Even in high school, I was surrounded by the semiconductor companies and all of these international companies. I think what drew me to the school originally was the sense that you could create something new.

Some of the themes through my career I’ve realized in hindsight. Not all of it was super-deliberate. I just wanted to be working with people who wanted to build something new, and to do it in a mission-oriented way. I think all these companies really want to create tools that are helpful to people’s lives. For many reasons, they’ve been able to reach scale, but my time with those companies was always at the earlier end. For me, I’m drawn to that creation phase. Not just of the products, but also the organizations.

The other theme for me is learning. The transitions have all been around, Where might I learn more? I have always wanted to go to smaller and smaller places because, in startup mode, there’s more to do than people. It’s exciting to me to be in those situations.

The self-awareness to learn you like that creation phase—is that something you thought about over time, or did it happen more naturally?

I think, when I left Google, I did want to go to a smaller place, or I knew that at some point I would want to. It wasn’t easy to leave Google at that point.

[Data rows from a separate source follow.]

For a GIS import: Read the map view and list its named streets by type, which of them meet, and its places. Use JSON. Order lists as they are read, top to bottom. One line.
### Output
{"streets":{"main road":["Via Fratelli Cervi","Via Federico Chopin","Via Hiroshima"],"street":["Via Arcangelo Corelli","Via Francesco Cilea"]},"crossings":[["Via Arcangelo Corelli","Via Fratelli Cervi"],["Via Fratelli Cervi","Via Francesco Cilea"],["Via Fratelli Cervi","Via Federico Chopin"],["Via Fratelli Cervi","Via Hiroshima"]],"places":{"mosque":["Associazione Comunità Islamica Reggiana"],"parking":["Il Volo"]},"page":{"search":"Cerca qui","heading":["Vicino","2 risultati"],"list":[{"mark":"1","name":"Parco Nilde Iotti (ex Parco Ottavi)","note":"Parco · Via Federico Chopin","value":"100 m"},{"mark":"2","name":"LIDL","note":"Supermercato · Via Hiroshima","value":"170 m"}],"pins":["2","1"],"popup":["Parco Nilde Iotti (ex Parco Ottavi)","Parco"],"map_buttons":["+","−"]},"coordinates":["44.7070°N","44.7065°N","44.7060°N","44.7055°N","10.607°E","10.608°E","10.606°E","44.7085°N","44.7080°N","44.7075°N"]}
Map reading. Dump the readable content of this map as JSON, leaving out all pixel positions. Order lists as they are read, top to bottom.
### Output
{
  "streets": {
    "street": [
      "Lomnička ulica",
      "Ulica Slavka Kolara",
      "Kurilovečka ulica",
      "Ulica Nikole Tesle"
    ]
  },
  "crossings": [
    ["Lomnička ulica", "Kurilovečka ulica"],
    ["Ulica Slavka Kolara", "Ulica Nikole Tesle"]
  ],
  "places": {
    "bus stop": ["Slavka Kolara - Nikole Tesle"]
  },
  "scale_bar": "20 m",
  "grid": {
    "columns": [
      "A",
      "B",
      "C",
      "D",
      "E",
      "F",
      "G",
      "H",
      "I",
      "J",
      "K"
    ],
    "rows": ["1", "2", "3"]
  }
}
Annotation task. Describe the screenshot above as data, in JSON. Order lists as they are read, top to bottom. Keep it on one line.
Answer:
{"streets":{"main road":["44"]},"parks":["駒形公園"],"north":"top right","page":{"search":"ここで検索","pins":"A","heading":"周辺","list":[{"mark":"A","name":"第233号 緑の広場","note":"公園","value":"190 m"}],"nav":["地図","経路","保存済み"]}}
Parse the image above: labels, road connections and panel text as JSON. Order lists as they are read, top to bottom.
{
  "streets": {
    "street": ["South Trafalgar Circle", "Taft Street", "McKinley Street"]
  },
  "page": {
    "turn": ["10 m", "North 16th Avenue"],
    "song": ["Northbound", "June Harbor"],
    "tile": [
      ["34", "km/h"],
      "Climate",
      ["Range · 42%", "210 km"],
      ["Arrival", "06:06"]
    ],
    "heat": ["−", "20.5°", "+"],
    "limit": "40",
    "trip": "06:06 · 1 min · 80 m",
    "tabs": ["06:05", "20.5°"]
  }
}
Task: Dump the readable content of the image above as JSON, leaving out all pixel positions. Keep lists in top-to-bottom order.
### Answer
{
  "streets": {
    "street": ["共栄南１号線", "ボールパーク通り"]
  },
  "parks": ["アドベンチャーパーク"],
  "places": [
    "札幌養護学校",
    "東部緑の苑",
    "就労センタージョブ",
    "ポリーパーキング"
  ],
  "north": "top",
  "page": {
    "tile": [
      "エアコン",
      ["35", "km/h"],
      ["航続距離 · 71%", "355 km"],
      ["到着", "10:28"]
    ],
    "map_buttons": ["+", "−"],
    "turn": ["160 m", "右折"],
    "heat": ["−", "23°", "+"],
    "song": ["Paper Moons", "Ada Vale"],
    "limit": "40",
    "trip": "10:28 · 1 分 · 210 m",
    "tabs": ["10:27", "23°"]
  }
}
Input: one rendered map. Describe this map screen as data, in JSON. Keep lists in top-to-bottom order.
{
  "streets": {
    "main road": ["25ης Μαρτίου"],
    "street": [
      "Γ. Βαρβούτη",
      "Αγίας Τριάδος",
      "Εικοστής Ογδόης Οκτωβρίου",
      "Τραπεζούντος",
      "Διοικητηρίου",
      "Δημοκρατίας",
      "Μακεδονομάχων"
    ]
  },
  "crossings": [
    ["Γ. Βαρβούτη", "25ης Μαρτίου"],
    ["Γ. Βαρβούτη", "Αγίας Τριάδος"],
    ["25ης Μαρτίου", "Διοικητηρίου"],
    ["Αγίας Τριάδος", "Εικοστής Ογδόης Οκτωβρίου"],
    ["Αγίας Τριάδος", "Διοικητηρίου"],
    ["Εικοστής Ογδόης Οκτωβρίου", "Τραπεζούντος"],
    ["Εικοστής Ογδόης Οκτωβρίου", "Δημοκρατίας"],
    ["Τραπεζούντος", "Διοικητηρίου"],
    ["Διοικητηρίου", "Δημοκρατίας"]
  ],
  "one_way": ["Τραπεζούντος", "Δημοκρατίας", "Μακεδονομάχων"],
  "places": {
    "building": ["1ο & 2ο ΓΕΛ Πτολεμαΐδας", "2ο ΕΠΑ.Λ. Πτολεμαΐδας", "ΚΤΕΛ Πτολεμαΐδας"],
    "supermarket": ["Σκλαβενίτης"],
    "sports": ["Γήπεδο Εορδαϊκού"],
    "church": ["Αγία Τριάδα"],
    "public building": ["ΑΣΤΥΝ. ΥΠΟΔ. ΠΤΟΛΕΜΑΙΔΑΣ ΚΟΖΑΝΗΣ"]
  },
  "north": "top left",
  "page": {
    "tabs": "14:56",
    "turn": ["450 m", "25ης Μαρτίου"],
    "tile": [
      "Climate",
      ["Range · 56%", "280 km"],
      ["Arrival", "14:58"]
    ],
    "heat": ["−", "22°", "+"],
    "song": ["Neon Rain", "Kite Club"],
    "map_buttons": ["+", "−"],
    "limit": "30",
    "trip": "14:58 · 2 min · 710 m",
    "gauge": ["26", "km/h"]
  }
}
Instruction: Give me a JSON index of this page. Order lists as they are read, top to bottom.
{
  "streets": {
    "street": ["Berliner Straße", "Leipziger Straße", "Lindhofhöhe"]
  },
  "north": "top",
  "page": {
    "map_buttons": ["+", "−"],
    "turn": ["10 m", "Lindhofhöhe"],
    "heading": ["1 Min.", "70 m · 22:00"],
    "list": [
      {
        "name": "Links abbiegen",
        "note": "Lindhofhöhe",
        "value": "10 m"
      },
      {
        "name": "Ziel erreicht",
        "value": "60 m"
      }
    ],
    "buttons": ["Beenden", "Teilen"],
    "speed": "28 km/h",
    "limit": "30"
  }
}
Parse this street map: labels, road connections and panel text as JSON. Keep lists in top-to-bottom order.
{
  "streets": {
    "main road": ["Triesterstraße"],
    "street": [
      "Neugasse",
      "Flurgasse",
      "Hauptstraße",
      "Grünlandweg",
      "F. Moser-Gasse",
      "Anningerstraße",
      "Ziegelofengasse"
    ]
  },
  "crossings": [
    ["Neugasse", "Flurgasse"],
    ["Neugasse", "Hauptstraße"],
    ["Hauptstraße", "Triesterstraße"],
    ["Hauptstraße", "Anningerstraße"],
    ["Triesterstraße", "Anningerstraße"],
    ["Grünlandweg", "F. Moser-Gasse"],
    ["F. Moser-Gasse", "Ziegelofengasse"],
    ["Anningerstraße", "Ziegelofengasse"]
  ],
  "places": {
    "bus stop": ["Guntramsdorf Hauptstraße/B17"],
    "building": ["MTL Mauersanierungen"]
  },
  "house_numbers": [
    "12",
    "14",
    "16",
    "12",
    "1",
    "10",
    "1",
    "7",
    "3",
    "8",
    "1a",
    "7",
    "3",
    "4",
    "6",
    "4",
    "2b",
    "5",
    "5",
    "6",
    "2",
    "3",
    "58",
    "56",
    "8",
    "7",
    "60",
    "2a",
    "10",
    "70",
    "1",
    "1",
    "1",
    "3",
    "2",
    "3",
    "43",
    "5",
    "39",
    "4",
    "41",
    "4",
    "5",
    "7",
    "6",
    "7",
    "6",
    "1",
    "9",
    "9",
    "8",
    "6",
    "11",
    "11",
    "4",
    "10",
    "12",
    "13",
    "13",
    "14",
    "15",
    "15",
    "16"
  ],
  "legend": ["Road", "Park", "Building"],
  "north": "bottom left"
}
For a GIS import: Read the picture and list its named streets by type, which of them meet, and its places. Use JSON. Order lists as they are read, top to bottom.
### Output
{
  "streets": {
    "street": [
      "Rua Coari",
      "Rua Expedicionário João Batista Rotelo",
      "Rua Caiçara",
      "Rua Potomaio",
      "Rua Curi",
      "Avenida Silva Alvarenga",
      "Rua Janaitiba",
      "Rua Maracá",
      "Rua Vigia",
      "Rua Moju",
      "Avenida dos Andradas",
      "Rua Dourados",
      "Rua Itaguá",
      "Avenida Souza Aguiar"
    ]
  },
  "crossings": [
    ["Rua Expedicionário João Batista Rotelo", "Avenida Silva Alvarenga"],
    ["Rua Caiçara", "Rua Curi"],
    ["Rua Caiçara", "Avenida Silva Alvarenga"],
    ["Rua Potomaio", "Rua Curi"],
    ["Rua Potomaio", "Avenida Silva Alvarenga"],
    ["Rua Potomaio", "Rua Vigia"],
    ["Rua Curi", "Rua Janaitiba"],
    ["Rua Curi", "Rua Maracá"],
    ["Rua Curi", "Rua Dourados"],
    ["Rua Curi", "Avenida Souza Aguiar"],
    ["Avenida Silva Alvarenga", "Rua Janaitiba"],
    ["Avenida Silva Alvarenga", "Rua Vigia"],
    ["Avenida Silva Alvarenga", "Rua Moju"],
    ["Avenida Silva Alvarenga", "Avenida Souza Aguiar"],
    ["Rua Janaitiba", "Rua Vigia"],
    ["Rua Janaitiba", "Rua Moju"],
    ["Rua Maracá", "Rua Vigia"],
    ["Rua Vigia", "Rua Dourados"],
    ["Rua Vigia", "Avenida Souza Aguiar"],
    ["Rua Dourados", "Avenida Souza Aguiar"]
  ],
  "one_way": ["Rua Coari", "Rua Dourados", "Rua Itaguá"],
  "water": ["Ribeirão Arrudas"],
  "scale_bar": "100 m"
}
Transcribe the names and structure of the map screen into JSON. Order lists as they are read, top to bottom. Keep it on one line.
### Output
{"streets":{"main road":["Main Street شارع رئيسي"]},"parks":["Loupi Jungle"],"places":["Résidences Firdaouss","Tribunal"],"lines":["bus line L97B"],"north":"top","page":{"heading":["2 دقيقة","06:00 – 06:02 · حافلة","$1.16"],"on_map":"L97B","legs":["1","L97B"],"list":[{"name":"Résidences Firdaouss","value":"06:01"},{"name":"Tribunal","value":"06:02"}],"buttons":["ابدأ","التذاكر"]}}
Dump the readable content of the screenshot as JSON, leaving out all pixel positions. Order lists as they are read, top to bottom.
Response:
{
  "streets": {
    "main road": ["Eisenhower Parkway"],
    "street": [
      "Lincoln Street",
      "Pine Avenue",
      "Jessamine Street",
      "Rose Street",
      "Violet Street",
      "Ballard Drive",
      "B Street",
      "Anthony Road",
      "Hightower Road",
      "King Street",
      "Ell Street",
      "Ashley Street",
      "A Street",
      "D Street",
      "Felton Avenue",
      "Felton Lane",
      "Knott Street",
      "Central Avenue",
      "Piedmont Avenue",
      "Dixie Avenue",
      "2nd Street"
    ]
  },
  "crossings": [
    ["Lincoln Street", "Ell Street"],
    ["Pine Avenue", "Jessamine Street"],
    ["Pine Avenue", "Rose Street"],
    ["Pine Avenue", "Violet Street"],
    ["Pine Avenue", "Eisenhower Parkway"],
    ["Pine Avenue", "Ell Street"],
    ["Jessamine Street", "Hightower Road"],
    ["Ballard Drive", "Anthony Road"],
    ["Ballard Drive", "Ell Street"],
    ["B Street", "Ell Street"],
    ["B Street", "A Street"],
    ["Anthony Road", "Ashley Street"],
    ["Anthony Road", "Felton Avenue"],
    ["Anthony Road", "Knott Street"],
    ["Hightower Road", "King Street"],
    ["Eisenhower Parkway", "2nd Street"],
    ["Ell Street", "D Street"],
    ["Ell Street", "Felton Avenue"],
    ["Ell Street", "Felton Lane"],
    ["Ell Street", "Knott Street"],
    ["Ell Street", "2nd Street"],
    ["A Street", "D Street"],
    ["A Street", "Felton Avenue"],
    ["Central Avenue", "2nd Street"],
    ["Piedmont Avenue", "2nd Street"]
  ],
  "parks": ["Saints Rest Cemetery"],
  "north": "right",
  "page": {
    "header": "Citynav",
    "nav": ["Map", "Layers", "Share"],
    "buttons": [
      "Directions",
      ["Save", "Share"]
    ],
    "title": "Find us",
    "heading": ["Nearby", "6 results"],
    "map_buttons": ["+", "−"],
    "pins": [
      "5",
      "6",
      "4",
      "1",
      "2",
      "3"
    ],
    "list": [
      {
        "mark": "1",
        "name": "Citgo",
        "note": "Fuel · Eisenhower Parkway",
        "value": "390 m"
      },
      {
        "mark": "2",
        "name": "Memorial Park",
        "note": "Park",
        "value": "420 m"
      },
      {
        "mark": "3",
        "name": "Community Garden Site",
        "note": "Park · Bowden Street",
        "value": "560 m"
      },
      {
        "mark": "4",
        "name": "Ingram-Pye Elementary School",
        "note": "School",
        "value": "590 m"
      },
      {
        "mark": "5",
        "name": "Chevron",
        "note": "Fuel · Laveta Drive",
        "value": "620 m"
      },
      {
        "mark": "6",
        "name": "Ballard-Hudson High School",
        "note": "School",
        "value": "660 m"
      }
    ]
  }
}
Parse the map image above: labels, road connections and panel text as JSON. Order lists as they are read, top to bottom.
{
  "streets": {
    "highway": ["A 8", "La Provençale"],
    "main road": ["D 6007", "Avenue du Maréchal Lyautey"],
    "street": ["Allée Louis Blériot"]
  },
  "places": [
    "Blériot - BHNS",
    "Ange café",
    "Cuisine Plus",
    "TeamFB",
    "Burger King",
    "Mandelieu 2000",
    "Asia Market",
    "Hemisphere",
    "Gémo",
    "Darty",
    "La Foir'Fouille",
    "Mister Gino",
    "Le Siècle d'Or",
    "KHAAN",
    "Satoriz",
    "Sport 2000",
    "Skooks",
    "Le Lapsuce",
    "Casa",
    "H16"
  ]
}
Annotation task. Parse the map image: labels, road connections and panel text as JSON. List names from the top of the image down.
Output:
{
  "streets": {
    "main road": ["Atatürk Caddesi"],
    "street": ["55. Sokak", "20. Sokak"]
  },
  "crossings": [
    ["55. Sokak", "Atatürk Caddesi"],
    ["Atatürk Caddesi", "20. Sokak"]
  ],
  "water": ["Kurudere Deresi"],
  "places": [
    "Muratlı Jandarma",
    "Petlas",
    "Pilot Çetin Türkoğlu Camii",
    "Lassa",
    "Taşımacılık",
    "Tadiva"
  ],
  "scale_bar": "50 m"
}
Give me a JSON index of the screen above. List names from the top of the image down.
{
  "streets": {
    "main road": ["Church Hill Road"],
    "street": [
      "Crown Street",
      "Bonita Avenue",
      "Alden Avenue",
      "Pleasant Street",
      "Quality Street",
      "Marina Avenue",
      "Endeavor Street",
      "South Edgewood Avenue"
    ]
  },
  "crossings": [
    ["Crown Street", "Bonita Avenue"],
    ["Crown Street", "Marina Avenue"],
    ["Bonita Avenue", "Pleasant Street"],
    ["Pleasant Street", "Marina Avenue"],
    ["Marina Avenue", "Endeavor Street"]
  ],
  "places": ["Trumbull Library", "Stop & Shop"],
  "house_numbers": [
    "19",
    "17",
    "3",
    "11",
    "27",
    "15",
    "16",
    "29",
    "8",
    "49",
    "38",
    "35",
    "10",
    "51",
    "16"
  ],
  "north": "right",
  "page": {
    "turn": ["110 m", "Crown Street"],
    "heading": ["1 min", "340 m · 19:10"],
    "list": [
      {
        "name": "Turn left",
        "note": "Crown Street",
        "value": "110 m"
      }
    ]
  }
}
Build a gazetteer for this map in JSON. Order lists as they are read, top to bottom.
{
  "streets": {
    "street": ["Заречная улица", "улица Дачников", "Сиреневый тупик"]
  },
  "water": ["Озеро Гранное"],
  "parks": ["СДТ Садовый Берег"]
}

Google was probably about 16,000 employees when I left, and about 2,000 when I joined.

At some point, you can’t really feel the size of a company. It’s just big. Facebook at the time I joined (2008) wasn’t tiny — it was 400 people. When I got there, I quickly realized, oh, many things are actually figured out even earlier in a company’s history, and so I knew even then that I did want to try to get closer to the creation stage. I had mentors who encouraged me to spend the early part of my career optimizing for learning, and so I had that as a value—to try different things while I had some flexibility. Now, looking back, I’m like, Okay, I really do love that phase, which is what draws me to Chan Zuckerberg.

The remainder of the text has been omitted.